In the morning we left our caravanserai….

Leaving the Caravanserai, Sheki

… under the stern but benign (?) gaze of Azerbaijan's late President Heydǝr Əliyev ….

Heydǝr Əliyev says 'Goodbye'

… and set off westwards towards Georgia. We travelled through flat agricultural land with the Caucasus to our right and behind them Dagestan and the rest of Russia. Away to our left behind lower hills lay Georgia. We would follow this plain jutting out between two ranges until Azerbaijan came to its end at the Lagodekhi border post.

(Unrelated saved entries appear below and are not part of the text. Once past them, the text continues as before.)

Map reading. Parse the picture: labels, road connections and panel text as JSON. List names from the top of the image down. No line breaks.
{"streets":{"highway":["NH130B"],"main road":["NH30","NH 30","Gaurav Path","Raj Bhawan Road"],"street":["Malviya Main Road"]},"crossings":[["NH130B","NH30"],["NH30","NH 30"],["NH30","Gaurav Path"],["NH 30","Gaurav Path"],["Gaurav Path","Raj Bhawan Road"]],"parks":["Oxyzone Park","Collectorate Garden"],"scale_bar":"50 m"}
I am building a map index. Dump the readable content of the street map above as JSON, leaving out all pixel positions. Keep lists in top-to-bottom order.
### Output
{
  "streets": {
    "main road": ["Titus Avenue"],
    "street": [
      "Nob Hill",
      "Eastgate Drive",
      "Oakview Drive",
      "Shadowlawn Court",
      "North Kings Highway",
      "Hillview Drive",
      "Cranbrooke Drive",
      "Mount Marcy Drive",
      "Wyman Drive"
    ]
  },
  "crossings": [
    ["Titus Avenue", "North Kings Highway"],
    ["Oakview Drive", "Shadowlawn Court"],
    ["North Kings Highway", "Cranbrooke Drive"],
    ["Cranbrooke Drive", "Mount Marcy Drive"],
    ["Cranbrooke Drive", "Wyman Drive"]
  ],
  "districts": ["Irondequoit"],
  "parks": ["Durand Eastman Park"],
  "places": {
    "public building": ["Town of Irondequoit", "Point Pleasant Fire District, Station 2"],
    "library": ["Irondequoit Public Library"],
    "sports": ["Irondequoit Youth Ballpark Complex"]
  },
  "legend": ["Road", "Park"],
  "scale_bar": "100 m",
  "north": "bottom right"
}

The road was well made and smooth, as were all we encountered in the country. Zagatala and Balakǝn, the last two towns in Azerbaijan looked as neat and tidy as everywhere else, though here, for the first and only time in the Caucasus, we saw horses and carts on the roads, mainly moving loads of freshly dried hay. We passed the end of the road to the locally well-known mineral water producing town of Qax. I love the name, but ‘q’ is pronounced as a hard ‘g’ and ‘x’ as the ‘ch’ in ‘loch’ so it sounds more like a Klingon’s favourite food than the vocalisation of a duck.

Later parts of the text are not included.